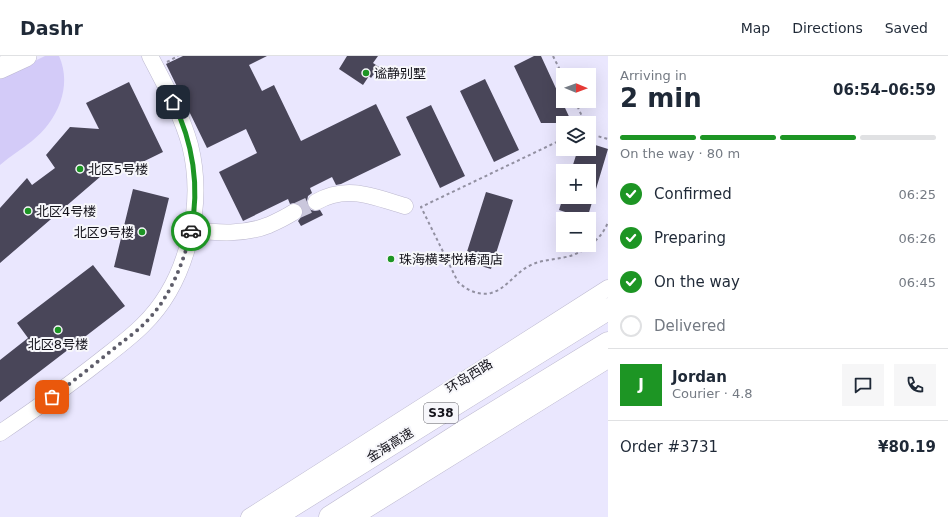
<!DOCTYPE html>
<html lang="en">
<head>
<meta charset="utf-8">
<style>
	:root { --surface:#fff; --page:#f6f6f7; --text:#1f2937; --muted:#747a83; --line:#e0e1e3; --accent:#1d9524 }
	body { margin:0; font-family:"DejaVu Sans","Noto Sans SC",sans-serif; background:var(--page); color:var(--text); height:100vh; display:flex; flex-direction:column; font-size:15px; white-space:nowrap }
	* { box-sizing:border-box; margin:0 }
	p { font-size:13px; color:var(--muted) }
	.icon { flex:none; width:22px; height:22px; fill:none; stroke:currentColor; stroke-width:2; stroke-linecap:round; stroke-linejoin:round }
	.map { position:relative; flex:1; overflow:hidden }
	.drawer { display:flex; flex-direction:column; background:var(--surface); width:340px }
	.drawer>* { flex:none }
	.needle { width:26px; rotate:91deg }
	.buttons { position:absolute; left:556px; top:12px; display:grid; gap:8px }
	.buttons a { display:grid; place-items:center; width:40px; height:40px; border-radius:0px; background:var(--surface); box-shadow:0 4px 16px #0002; font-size:20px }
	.pin { position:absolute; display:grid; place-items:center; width:34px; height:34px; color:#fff; margin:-17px; border-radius:8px; box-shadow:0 2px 6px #0006 }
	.courier { position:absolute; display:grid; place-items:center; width:40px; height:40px; margin:-20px; border:3px solid #1d9524; border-radius:50%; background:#fff; color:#222; box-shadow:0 1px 5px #0007 }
	.summary em { font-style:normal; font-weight:700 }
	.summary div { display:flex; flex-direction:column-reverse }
	.summary { display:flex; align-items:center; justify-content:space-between; height:68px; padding:0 12px }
	h1 { font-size:26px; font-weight:700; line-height:30px }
	.bar { display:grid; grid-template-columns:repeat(4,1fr); gap:6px 4px; align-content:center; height:48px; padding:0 12px }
	.bar i { height:5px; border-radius:3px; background:var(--line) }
	.bar .selected { background:var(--accent) }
	.bar p { grid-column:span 4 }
	.line { display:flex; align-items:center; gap:10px; padding:0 12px; border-top:1px solid var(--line) }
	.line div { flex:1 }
	.round { display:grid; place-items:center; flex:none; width:42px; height:42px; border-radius:0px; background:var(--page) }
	ol { padding:0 12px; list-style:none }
	li { display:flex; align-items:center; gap:12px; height:44px }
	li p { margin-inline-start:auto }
	li .icon { padding:4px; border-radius:50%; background:var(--accent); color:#fff; stroke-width:4 }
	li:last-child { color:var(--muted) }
	li i { width:22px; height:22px; border:2px solid var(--line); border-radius:50% }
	header { display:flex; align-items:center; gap:24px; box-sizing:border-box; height:56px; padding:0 20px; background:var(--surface); border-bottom:1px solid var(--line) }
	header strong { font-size:19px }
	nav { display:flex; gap:22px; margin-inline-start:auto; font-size:14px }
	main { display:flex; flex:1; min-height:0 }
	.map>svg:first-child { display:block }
	.green { fill:#d3cbf8 }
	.building { fill:#494659 }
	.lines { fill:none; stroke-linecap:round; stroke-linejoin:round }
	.minor-tunnel { stroke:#cac7dc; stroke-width:16; stroke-dasharray:16 8; stroke-linecap:butt }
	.minor-casing { stroke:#bcb8cf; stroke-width:17 }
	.major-casing { stroke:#bcb8cf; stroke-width:22 }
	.highway-casing { stroke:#bcb8cf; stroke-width:23 }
	.path { stroke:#9290a1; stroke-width:2; stroke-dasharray:3 3; stroke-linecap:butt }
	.minor { stroke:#fff; stroke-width:16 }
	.major { stroke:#fff; stroke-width:21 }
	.highway { stroke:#fff; stroke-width:22 }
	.done { stroke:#5e5d6a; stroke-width:4; stroke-dasharray:0 7.2 }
	.route { stroke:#1d9524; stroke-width:5 }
	.poi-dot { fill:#1d9524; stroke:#f7f7fb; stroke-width:1.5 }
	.labels { text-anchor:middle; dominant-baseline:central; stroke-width:4; stroke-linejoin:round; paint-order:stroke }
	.shield { fill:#f7f7fb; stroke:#57575e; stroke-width:1 }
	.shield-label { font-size:12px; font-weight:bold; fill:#13121a }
	.poi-label { font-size:13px; fill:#13121a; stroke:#f7f7fb; text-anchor:start }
	.street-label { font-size:13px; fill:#13121a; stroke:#f7f7fb }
</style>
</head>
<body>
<header>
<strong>Dashr</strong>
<nav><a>Map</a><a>Directions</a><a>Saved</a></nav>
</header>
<main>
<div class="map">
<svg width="608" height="461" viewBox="0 0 608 461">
	<rect width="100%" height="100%" fill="#eae7fe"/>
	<path class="green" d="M45 0H59C73 31 57 65 32 85 21 94 10 100 0 109V22Z"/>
	<path class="building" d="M183 0H267L249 9 262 35 274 29 301 85 376 48 401 99 341 128 336 129 332 121 310 132 312 137 308 140 307 145 308 150 311 154 315 155 320 154 323 159 301 170 298 165 302 160 303 156 302 151 298 148 294 147 290 148 288 143 243 165 219 116 257 97 246 73 207 92 166 8Z
		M347 0H378L373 7 379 11 371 22 369 20 363 29 339 13Z
		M534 0H541L572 67H541L514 10Z
		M485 23 519 94 494 106 460 35Z
		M129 26 163 96 120 117 115 108 0 207V152L27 122 32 129 55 112 46 99 70 71 99 73 86 47Z
		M431 49 465 120 440 132 406 61Z
		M589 87 608 93 587 163 559 154 563 141H589V115H571L578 93H589Z
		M133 133 169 142 150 220 114 211Z
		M486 136 513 144 491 213 464 205Z
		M93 209 125 250 0 346V304L28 282 17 267Z"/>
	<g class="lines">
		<path class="minor-tunnel" d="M294 156 316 146"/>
		<g class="minor-casing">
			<path id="minor" d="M316 146C347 128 374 141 405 150
				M192 174C218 177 244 179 269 169 278 165 286 161 294 156
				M0 377C34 354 68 330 101 304 115 293 130 282 143 269 188 225 205 149 190 89 181 57 165 29 150 0
				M249 461 608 232
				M355 461 608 304"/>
		</g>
		<g class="major-casing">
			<path id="major" d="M0 12 26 0"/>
		</g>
		<g class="highway-casing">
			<path id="highway" d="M274 461 608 253
				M330 461 463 376 608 287"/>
		</g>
		<path class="path" d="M553 0 563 20
			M167 6 178 0
			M575 45 585 67
			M589 75 590 78 608 83
			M563 83 421 151 458 226C467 234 478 240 491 237 506 233 515 217 529 210 542 203 556 204 570 200 586 195 603 181 608 166"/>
		<use href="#minor" class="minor"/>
		<use href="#major" class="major"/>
		<use href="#highway" class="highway"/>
	</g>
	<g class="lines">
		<path class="done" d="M52 341C76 323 99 305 122 286 129 281 137 275 143 269 169 244 183 209 191 175"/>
		<path class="route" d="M173 46C193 86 200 131 191 175"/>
	</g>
	<g class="poi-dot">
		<circle cx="366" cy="17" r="4"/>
		<circle cx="80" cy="113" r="4"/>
		<circle cx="28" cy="155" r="4"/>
		<circle cx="142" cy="176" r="4"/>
		<circle cx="391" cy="203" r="4"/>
		<circle cx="58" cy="274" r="4"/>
	</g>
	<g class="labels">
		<rect class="shield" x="424" y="347" width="34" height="20" rx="3"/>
		<g class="shield-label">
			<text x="441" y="357">S38</text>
		</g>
		<g class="poi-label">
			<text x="374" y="17">谧静别墅</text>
			<text x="88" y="113">北区5号楼</text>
			<text x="36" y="155">北区4号楼</text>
			<text x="134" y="176" text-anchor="end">北区9号楼</text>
			<text x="399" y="203">珠海横琴悦椿酒店</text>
			<text x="58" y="288" text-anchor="middle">北区8号楼</text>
		</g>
		<g class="street-label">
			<text transform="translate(469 320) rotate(-32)">环岛西路</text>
			<text transform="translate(390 389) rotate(-32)">金海高速</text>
		</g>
	</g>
</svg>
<div class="buttons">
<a><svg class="needle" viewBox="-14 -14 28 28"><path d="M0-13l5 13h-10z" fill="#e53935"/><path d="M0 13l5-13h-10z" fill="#747a83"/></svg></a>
<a><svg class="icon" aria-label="layers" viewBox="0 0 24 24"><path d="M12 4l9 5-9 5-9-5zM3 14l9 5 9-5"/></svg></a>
<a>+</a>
<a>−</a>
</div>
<div class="pin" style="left:52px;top:341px;background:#ea580c"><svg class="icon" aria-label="bag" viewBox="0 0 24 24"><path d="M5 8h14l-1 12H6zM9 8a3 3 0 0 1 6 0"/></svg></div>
<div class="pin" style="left:173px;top:46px;background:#1f2937"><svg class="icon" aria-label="home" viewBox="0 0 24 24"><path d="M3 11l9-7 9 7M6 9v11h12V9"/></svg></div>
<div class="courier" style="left:191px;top:175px"><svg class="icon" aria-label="car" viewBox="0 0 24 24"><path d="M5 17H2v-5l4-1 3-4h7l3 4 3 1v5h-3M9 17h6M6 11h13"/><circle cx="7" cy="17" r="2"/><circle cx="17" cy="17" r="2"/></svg></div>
</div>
<section class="drawer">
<div class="summary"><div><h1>2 min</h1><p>Arriving in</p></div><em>06:54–06:59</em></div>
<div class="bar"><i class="selected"></i><i class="selected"></i><i class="selected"></i><i></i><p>On the way · 80 m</p></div>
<ol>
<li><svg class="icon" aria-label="check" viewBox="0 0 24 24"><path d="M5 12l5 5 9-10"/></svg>Confirmed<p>06:25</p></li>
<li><svg class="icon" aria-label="check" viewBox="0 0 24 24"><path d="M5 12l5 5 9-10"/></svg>Preparing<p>06:26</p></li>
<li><svg class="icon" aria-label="check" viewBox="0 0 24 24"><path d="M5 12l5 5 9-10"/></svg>On the way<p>06:45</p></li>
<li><i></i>Delivered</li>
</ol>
<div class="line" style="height:72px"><b class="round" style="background:var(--accent);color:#fff">J</b><div><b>Jordan</b><p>Courier · 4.8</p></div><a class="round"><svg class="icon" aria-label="chat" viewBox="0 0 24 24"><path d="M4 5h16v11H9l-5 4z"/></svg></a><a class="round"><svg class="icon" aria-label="phone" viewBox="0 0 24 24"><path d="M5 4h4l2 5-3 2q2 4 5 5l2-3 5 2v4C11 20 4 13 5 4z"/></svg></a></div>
<div class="line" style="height:52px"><div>Order #3731</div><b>¥80.19</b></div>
</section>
</main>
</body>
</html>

● ● ●

EXERCISE PROMPT ▸
Every line above with the word "strong" belongs in the answer, copied as written.

RESPONSE AREA ▸
	header strong { font-size:19px }
<strong>Dashr</strong>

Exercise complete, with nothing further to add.